In the central nervous system, the hypothalamus is one of the most important centers for energy balance, especially its arcuate nucleus (ARC). Leptin is primarily secreted from adipose tissue and its circulating levels are positively correlated to adiposity (6). Hypothalamic insulin and leptin receptors are located in ARC, on neuropeptide Y (NPY) and proopiomelanocortin (POMC) neurons that project from the ARC to other hypothalamic regions such as the paraventricular nucleus (PVN) and lateral hypothalamic area (LHA). Leptin and insulin stimulate POMC neurons, promoting the release of the anorexigenic neuropeptides corticotrophin-releasing hormone (CRH) and cocaine-and-amphetamine-regulated transcript (CART) in the PVN, and inhibiting the release of orexigenic neuropeptides orexin and melanocortin-concentrating hormone (MCH) in the LHA, via the release of melanocyte-stimulating hormone (α-MSH) and (CART), lead to suppression of food intake. NPY neurons release agouti-related protein (AgRP) and gamma-aminobutyric acid (GABA); both tonically inhibit POMC neurons via NPY Y1 receptors. NPY/AgRP neurons inhibit the release of the anorexigenic neuropeptides CRH and CART in the PVN, promote the release of the orexigenic neuropeptides orexin and MCH in the LHA, via release of NPY, and inhibit POMC neuronal activity via release of AgRP and GABA, thus promoting food intake (7). Leptin and insulin inhibit NPY/AgRP neurons via leptin and insulin receptors, thereby decreasing GABAergic inhibitory input to POMC cells, which ultimately increases the release of CRH and CART via the PVN. In summary, activation of leptin receptors in ARC stimulates POMC neurons and inhibits NPY neurons (6). When leptin levels are high after a meal, for example, it activates POMC neurons that suppress feeding and inhibits NPY neurons. As energy and leptin levels decrease, NPY neurons are disinhibited, thus stimulating feeding and inhibiting POMC neurons. Insulin parallels the actions of leptin in the ARC (8).

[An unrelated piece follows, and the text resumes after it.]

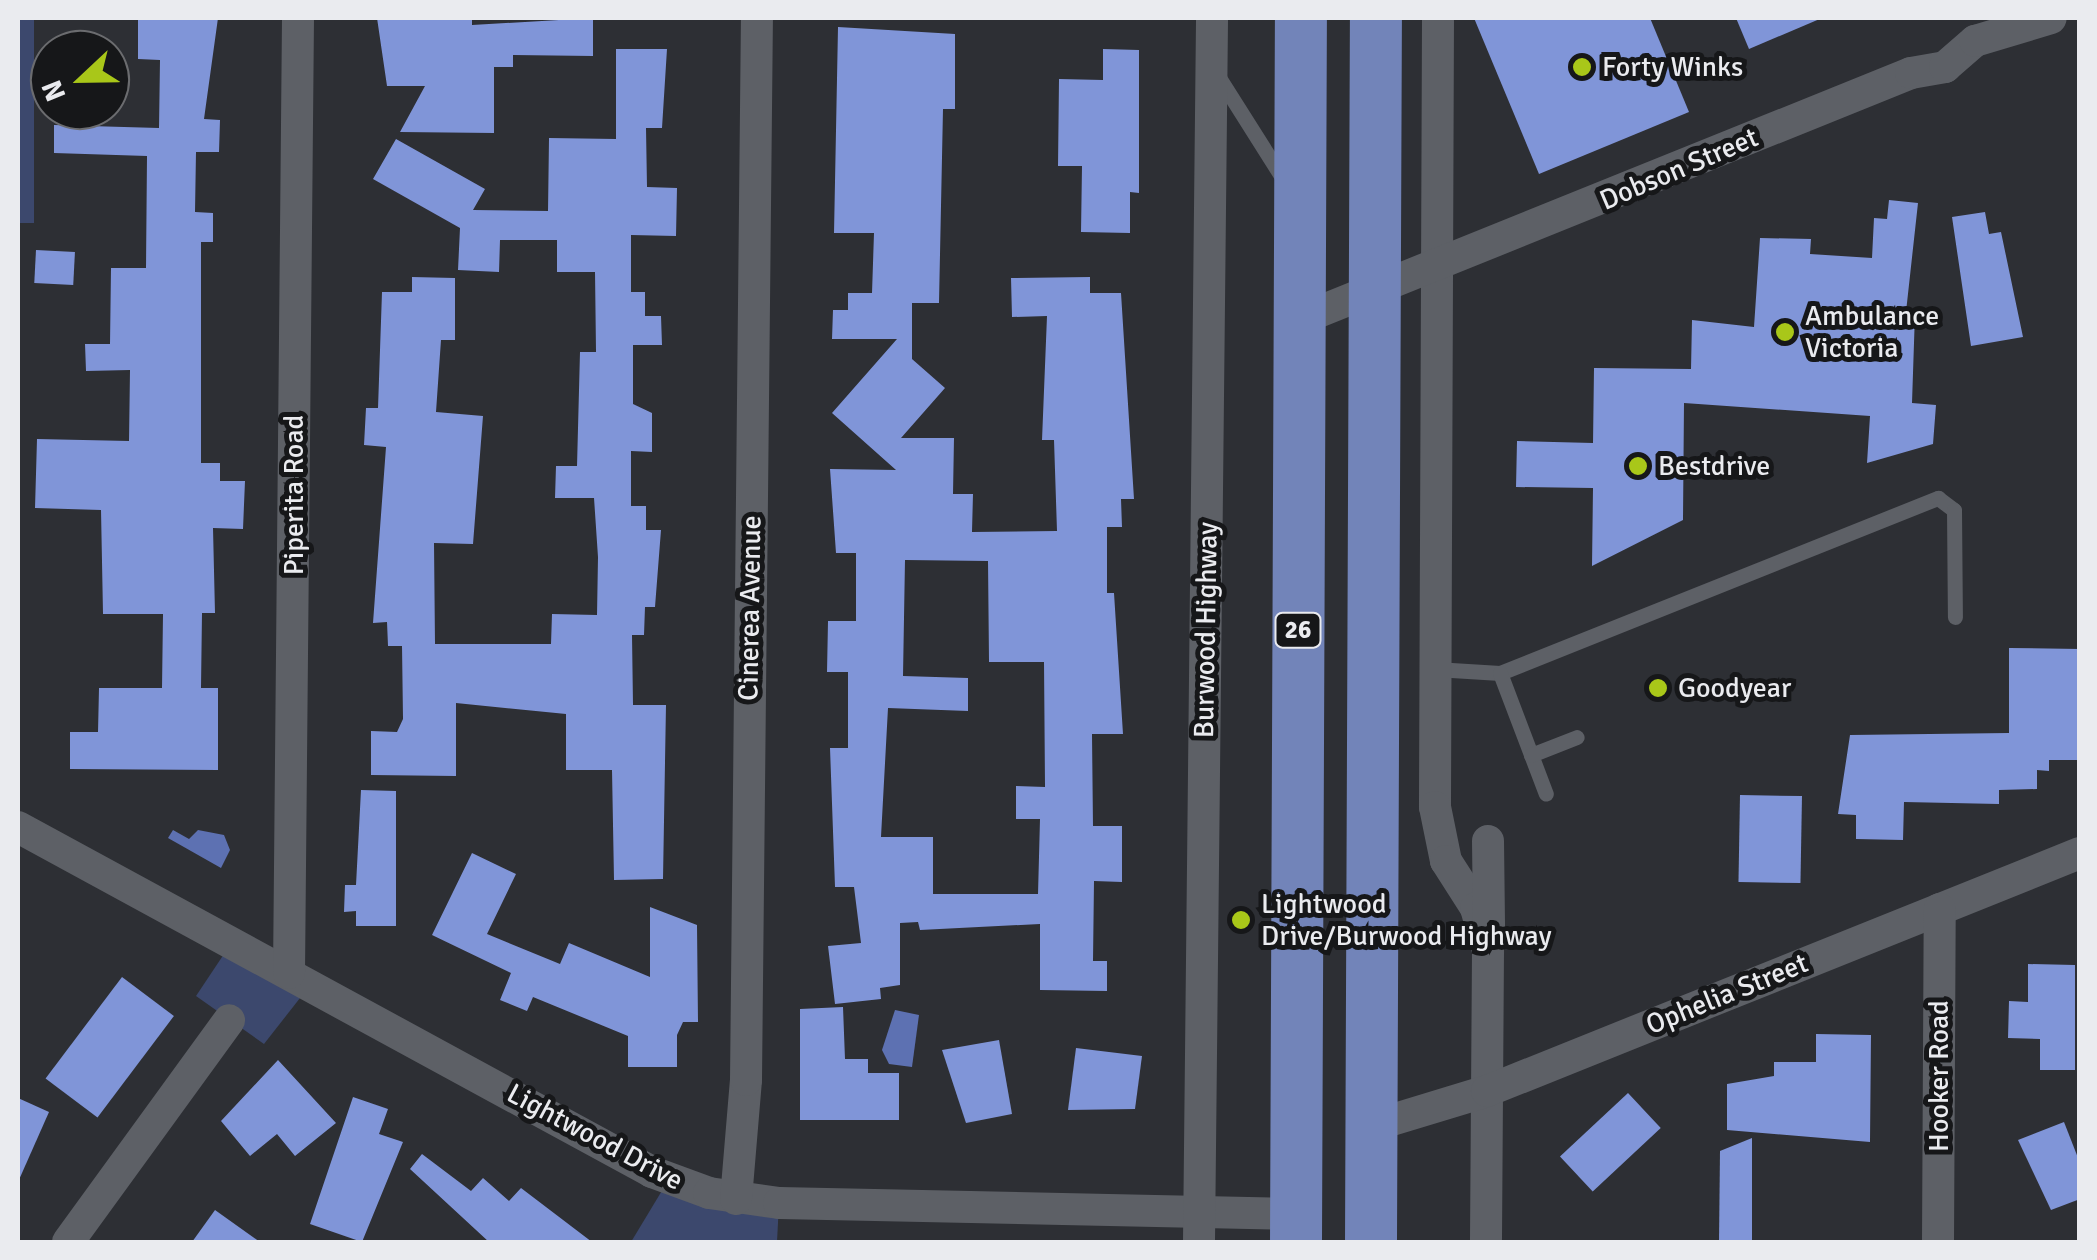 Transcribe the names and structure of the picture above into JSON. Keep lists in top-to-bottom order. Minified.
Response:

The cannabinoid and serotonin (5-HT) systems, among other neurotransmitter systems, modulate the hypothalamic melanocortin and NPY feeding networks. It has been shown that administration of cannabinoid-1 receptor (CB1) agonists and antagonists causes hyperphagia and hypophagia, respectively (9).These effects are mediated by modulation of the hypothalamic feeding pathways. Serum endocannabinoid levels are elevated in obesity (10), which implies a role for CB1 activation in weight gain. These observations lead to development of rimonabant, a cannabinoid-1 receptor antagonist, for the treatment of obesity. This agent was shown to be very effective in promoting weight loss and improvements in the metabolic profile in patients with metabolic syndrome (11). However, increased incidence of mood-related disorders lead to the withdrawn of ribonabant from the market. The development of other cannabinoid-1 receptor antagonists agents for obesity therapy has been also discontinued.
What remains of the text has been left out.